15. decembar 2022 18:06

Increase of food and energy prices accounts for 70 pct of November inflation

Autor: Tanjug

Izvor: TANJUG

podeli vest

Increase of food and energy prices accounts for 70 pct of November inflation

Foto: Shutterstock.com/ToskanaINC, ilustracija

BELGRADE - November Serbian inflation measured 15.1 pct y-o-y, consistent with National Bank of Serbia (NBS) expectations and close to the October outcome, the central bank has said, noting that around 70 pct of headline inflation remained attributable to food and energy prices. 

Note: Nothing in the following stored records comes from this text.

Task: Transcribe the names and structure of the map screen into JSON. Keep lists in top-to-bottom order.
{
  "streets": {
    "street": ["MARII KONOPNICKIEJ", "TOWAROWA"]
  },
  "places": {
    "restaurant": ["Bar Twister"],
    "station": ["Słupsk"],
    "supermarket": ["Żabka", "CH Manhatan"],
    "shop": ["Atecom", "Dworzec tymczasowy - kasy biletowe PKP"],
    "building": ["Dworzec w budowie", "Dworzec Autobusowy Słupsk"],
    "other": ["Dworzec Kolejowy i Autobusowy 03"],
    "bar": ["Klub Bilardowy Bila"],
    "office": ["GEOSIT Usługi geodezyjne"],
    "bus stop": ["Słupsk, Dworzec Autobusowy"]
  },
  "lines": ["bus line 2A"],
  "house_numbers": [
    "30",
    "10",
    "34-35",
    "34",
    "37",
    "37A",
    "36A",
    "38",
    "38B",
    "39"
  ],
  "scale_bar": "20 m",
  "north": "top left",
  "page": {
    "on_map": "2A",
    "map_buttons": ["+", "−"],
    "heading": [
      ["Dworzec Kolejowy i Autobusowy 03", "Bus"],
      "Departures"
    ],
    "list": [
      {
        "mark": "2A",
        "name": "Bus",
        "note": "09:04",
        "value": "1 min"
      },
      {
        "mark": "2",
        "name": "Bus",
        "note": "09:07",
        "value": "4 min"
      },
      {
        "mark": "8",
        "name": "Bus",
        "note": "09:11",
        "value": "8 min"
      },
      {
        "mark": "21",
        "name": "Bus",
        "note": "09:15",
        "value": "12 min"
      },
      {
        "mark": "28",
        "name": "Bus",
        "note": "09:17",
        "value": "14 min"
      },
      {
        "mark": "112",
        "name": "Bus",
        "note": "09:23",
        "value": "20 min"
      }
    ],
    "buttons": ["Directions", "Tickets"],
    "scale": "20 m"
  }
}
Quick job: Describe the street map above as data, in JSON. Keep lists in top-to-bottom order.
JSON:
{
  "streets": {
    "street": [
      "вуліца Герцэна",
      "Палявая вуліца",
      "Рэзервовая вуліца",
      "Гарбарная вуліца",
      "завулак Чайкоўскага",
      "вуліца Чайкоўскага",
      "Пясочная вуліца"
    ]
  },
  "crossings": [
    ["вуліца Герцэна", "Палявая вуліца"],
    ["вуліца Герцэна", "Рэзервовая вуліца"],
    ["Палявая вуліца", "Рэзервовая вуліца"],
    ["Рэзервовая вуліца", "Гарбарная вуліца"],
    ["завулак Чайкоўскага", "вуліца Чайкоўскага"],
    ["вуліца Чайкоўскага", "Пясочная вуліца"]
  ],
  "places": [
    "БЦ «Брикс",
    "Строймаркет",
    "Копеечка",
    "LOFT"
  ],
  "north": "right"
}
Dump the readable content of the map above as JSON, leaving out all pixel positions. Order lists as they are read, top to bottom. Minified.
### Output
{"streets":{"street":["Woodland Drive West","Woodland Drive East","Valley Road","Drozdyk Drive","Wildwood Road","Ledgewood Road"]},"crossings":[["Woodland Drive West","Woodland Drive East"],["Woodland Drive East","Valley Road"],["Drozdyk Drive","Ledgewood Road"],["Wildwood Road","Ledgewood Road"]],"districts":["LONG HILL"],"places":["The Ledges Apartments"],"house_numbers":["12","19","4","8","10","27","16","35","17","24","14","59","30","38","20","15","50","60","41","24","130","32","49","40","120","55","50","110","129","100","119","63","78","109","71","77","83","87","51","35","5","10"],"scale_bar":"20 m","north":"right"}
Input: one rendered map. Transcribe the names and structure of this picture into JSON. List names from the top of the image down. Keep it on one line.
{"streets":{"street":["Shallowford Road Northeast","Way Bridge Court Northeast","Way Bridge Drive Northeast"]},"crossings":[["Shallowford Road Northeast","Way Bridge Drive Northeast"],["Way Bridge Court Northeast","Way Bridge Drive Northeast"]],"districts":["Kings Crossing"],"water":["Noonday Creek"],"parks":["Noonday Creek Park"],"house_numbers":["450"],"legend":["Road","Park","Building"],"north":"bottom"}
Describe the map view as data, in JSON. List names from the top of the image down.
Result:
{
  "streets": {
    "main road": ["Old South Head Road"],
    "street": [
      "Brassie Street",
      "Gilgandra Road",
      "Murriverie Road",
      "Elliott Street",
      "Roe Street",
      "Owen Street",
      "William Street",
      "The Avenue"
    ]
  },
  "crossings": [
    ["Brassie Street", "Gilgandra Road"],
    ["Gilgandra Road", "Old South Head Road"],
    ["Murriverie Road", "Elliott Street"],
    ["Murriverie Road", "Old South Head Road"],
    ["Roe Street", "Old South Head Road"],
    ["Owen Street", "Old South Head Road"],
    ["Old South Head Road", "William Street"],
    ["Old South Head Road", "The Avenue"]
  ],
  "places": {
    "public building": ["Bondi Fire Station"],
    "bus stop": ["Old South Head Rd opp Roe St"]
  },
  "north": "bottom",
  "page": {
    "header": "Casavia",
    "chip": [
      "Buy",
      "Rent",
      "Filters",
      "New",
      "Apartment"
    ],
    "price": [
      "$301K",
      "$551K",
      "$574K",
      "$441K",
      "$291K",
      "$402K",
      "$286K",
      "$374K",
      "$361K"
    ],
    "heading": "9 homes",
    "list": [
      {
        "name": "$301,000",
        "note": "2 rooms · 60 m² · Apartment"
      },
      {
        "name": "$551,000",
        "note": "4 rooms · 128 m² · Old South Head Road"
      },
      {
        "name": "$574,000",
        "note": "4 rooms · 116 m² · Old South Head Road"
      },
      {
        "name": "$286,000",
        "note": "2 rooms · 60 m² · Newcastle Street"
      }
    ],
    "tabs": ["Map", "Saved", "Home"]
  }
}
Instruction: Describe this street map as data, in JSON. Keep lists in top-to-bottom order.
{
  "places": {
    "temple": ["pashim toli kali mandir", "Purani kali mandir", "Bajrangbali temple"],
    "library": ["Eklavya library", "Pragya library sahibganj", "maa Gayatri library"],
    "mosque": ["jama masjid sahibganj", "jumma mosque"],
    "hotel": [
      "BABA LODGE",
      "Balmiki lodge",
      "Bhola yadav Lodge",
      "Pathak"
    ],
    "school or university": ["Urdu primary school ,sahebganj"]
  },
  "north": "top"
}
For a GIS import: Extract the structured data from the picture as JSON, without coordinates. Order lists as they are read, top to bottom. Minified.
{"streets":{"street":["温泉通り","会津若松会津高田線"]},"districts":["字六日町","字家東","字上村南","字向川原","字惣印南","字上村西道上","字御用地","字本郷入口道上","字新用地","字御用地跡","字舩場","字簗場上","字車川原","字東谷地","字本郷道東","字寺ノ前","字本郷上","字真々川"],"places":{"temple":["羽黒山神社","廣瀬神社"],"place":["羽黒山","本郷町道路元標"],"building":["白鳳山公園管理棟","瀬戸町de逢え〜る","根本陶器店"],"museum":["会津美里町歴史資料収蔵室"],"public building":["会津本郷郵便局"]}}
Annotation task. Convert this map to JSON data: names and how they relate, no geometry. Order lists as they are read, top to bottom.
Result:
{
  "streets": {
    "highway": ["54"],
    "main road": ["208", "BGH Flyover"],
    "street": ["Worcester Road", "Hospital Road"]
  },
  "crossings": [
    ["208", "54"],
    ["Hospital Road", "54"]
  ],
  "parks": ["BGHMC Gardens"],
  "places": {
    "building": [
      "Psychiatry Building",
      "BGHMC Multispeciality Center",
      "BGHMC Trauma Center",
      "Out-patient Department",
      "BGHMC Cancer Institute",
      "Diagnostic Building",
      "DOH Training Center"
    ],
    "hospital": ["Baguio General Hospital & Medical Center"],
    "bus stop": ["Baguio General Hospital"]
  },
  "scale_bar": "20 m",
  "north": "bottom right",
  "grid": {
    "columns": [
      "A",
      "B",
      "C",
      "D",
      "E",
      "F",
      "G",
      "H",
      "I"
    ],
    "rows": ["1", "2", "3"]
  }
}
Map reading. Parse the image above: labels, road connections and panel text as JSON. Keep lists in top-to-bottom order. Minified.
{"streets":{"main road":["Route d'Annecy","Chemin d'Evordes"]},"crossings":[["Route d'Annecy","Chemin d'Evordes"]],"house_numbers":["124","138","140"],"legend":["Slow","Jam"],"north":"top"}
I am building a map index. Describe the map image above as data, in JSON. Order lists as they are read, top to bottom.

"At monthly level, consumer prices edged up by 1.0 in November, slowing considerably from October. The monthly inflation profile continued to be determined by the rising prices of processed food, energy and prices within core inflation," it said in a statement. 

"The monthly growth in food prices amounted to 1.2 pct in November and was driven by the prices of processed food (2.4 pct), while those of unprocessed food worked in the opposite direction having fallen by 1.0 pct.

Relative to November 2021, food prices were higher by 22.5 pct. The robust y-o-y growth in food prices stems largely from supply-side factors, on which monetary policy measures have a limited effect – notably high global food prices, rising prices of food production inputs and transport, and negative effects of the drought, both at home and in most of Europe.

Energy prices also picked up in November - by 1.2 pct m-o-m, receiving almost equal impetus from the prices of petroleum products (1.5 pct) and solid fuel (2.8 pct).

Core inflation (CPI excluding food, energy, alcohol and cigarettes) stayed much lower than headline inflation and amounted to 9.7 pct in November, supported to a significant degree by the preserved relative stability of the exchange rate in an extremely volatile global environment.

Core inflation growth slowed down from the previous months, possibly indicating a gradual easing of cost-push pressures, which might be explained also by the slower euro area inflation and slackening producer price growth at home and abroad," the NBS also said.

"Under the current medium-term projection, headline inflation will remain elevated until the end of this and early next year, only to strike a downward path thereafter, declining more vigorously in H2 2023 and returning to within the target tolerance band by the end of the projection horizon.

Inflationary pressures will abate owing to past monetary tightening, the anticipated waning of the effects of global factors that led the energy and food price growth in the prior period, and lower external demand amid a clouded global growth outlook," it said.